[Start of section]
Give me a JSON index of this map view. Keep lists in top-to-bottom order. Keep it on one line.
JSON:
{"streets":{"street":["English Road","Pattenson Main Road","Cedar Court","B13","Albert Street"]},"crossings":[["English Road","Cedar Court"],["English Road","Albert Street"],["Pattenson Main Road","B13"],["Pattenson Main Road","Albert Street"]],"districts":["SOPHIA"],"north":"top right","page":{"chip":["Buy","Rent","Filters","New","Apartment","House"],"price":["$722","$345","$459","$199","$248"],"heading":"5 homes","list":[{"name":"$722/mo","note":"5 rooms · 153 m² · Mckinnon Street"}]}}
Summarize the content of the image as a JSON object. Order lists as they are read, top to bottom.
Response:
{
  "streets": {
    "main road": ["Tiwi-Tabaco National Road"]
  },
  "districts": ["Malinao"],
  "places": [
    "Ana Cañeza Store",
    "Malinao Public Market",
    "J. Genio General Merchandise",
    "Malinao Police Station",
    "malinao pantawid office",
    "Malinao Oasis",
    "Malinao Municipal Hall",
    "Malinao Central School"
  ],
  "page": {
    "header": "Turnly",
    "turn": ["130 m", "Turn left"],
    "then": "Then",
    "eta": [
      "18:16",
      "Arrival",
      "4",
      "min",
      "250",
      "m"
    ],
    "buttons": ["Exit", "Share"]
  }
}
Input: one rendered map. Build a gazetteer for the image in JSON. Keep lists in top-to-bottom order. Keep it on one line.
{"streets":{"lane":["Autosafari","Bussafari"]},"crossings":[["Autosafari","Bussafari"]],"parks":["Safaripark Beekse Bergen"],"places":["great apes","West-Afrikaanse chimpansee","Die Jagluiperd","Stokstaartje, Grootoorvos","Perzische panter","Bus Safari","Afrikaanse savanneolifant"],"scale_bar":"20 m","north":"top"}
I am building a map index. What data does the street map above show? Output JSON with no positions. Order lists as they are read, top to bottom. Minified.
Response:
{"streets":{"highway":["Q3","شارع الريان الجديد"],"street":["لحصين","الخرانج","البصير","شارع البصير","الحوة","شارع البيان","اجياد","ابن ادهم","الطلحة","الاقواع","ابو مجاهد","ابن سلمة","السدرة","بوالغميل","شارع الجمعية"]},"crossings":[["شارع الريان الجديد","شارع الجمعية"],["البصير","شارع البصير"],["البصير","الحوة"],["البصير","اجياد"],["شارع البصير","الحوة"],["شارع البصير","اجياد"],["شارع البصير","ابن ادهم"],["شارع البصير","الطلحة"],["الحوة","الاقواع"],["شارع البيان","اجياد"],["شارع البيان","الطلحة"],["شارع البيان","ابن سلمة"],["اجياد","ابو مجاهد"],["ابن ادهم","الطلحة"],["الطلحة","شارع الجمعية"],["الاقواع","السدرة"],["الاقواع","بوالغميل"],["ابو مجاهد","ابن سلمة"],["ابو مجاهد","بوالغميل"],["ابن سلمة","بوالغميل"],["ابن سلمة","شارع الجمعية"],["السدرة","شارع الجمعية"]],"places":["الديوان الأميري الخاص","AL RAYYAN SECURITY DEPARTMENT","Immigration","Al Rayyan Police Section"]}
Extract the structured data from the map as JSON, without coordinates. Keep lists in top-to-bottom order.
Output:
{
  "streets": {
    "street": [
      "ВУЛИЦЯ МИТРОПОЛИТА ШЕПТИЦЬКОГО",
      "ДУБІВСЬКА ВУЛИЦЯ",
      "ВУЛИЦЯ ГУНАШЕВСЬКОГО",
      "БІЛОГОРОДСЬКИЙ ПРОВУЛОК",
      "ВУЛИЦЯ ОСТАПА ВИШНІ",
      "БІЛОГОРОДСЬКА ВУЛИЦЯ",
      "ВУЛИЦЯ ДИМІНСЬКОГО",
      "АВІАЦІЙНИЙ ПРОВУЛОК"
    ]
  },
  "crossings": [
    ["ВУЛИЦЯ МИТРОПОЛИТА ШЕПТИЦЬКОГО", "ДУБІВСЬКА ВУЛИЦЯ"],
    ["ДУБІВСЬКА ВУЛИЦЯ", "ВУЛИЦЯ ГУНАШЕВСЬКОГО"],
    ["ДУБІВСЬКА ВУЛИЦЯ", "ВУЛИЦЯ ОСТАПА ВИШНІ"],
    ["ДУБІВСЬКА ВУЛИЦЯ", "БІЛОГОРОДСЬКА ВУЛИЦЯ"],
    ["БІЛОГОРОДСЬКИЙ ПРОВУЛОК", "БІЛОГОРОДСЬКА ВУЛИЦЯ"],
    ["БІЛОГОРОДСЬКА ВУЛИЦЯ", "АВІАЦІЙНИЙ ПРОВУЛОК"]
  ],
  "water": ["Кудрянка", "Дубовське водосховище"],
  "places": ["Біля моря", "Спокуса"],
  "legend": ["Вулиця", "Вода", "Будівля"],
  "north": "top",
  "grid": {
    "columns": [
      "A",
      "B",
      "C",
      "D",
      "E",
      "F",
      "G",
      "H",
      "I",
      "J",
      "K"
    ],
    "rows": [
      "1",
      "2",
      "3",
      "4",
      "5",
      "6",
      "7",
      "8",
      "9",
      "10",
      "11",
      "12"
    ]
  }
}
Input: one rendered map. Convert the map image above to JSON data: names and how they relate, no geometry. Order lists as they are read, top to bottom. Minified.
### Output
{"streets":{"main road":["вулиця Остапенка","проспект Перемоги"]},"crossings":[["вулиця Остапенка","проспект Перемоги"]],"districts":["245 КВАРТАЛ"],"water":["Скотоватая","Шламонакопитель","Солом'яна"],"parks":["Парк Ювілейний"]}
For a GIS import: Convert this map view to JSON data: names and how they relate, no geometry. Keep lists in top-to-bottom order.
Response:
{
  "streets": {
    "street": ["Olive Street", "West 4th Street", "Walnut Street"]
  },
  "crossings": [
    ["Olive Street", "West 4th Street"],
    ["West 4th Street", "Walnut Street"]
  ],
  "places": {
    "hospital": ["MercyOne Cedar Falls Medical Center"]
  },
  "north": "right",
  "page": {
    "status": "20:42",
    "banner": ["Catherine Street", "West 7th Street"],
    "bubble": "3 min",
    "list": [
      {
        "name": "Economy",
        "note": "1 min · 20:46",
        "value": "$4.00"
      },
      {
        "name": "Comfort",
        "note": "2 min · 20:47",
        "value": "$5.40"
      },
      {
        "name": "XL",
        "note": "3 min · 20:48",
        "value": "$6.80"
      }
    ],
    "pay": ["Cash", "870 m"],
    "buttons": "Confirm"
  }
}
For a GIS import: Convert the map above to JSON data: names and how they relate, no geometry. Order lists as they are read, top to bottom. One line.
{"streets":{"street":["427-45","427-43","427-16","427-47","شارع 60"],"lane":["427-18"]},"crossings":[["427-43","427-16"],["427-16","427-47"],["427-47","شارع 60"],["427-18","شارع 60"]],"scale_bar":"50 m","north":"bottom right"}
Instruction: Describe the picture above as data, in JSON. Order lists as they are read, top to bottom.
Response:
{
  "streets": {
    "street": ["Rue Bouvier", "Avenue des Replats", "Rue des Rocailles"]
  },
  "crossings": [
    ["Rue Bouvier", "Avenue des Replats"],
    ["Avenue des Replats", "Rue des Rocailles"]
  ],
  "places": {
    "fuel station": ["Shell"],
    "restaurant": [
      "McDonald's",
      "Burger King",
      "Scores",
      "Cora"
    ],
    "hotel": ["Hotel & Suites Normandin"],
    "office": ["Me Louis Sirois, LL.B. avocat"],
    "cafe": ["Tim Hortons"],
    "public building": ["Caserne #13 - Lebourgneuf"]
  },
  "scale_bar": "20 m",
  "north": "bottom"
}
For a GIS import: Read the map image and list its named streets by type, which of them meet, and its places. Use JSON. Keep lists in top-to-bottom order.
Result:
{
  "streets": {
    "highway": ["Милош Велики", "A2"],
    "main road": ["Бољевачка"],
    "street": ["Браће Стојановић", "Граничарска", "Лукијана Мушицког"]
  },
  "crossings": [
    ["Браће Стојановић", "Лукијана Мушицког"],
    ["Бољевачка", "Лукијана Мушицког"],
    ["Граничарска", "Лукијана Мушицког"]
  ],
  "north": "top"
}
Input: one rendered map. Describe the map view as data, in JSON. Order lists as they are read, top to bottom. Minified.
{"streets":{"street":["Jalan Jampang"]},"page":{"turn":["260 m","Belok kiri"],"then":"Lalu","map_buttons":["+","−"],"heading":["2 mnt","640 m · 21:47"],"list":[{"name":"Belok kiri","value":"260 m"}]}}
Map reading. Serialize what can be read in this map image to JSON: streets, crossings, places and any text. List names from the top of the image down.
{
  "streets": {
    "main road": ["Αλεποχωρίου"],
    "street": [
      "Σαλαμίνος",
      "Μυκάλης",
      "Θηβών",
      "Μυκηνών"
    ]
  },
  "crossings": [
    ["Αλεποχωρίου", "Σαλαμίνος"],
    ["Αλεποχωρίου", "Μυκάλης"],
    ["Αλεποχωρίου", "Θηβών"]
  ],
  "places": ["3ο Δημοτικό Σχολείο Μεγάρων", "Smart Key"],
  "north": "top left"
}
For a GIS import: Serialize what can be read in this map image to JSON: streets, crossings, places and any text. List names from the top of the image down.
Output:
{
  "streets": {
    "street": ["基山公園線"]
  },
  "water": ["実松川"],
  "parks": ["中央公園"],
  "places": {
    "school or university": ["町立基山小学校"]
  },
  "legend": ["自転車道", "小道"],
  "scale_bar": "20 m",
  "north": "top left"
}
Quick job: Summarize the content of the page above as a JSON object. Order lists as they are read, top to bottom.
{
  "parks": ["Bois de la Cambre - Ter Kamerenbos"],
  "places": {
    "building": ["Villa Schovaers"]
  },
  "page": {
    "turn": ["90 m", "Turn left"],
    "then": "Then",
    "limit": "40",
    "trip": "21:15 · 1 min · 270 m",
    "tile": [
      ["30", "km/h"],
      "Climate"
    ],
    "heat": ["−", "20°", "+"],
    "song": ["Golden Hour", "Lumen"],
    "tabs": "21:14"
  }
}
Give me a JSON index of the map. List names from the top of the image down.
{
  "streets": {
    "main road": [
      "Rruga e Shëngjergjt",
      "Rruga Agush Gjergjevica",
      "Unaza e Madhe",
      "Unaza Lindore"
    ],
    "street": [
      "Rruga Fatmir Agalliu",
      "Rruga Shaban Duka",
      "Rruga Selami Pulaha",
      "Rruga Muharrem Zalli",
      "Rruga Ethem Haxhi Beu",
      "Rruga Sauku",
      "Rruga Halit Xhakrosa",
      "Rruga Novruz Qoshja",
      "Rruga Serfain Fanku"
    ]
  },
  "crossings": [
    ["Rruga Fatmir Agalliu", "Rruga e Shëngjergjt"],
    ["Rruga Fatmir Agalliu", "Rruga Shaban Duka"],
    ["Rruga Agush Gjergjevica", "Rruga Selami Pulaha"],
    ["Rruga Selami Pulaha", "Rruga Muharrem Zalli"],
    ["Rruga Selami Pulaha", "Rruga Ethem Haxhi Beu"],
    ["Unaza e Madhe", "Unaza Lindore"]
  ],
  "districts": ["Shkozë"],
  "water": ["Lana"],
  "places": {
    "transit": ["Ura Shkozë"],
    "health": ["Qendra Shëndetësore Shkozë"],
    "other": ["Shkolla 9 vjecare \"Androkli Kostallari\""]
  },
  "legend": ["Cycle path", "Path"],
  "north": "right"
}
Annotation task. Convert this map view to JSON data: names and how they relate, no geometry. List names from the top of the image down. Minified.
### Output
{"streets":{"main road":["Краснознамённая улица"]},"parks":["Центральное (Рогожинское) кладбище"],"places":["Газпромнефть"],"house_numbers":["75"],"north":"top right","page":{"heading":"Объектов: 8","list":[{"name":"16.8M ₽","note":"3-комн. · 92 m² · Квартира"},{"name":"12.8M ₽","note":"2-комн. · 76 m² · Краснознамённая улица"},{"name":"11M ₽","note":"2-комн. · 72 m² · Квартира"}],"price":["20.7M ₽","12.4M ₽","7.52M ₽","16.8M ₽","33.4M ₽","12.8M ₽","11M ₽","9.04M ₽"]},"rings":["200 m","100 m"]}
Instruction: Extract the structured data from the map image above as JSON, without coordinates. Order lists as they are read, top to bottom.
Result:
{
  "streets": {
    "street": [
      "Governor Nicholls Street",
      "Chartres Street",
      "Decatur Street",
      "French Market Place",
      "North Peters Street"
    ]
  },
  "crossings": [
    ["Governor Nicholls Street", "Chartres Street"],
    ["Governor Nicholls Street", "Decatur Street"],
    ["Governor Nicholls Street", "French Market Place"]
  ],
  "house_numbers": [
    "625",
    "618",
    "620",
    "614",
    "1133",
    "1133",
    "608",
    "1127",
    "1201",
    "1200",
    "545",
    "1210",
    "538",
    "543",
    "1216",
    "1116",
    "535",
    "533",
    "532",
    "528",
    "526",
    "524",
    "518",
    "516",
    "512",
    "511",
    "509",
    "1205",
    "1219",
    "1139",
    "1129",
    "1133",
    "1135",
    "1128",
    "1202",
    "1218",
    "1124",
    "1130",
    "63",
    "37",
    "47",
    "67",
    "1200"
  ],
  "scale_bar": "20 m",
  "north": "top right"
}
[End of section]
All lines from the start of the entries through the line where "I am building" sits should be duplicated exactly, with nothing else in the output.

• FINISHED EXERCISE
Give me a JSON index of this map view. Keep lists in top-to-bottom order. Keep it on one line.
JSON:
{"streets":{"street":["English Road","Pattenson Main Road","Cedar Court","B13","Albert Street"]},"crossings":[["English Road","Cedar Court"],["English Road","Albert Street"],["Pattenson Main Road","B13"],["Pattenson Main Road","Albert Street"]],"districts":["SOPHIA"],"north":"top right","page":{"chip":["Buy","Rent","Filters","New","Apartment","House"],"price":["$722","$345","$459","$199","$248"],"heading":"5 homes","list":[{"name":"$722/mo","note":"5 rooms · 153 m² · Mckinnon Street"}]}}
Summarize the content of the image as a JSON object. Order lists as they are read, top to bottom.
Response:
{
  "streets": {
    "main road": ["Tiwi-Tabaco National Road"]
  },
  "districts": ["Malinao"],
  "places": [
    "Ana Cañeza Store",
    "Malinao Public Market",
    "J. Genio General Merchandise",
    "Malinao Police Station",
    "malinao pantawid office",
    "Malinao Oasis",
    "Malinao Municipal Hall",
    "Malinao Central School"
  ],
  "page": {
    "header": "Turnly",
    "turn": ["130 m", "Turn left"],
    "then": "Then",
    "eta": [
      "18:16",
      "Arrival",
      "4",
      "min",
      "250",
      "m"
    ],
    "buttons": ["Exit", "Share"]
  }
}
Input: one rendered map. Build a gazetteer for the image in JSON. Keep lists in top-to-bottom order. Keep it on one line.
{"streets":{"lane":["Autosafari","Bussafari"]},"crossings":[["Autosafari","Bussafari"]],"parks":["Safaripark Beekse Bergen"],"places":["great apes","West-Afrikaanse chimpansee","Die Jagluiperd","Stokstaartje, Grootoorvos","Perzische panter","Bus Safari","Afrikaanse savanneolifant"],"scale_bar":"20 m","north":"top"}
I am building a map index. What data does the street map above show? Output JSON with no positions. Order lists as they are read, top to bottom. Minified.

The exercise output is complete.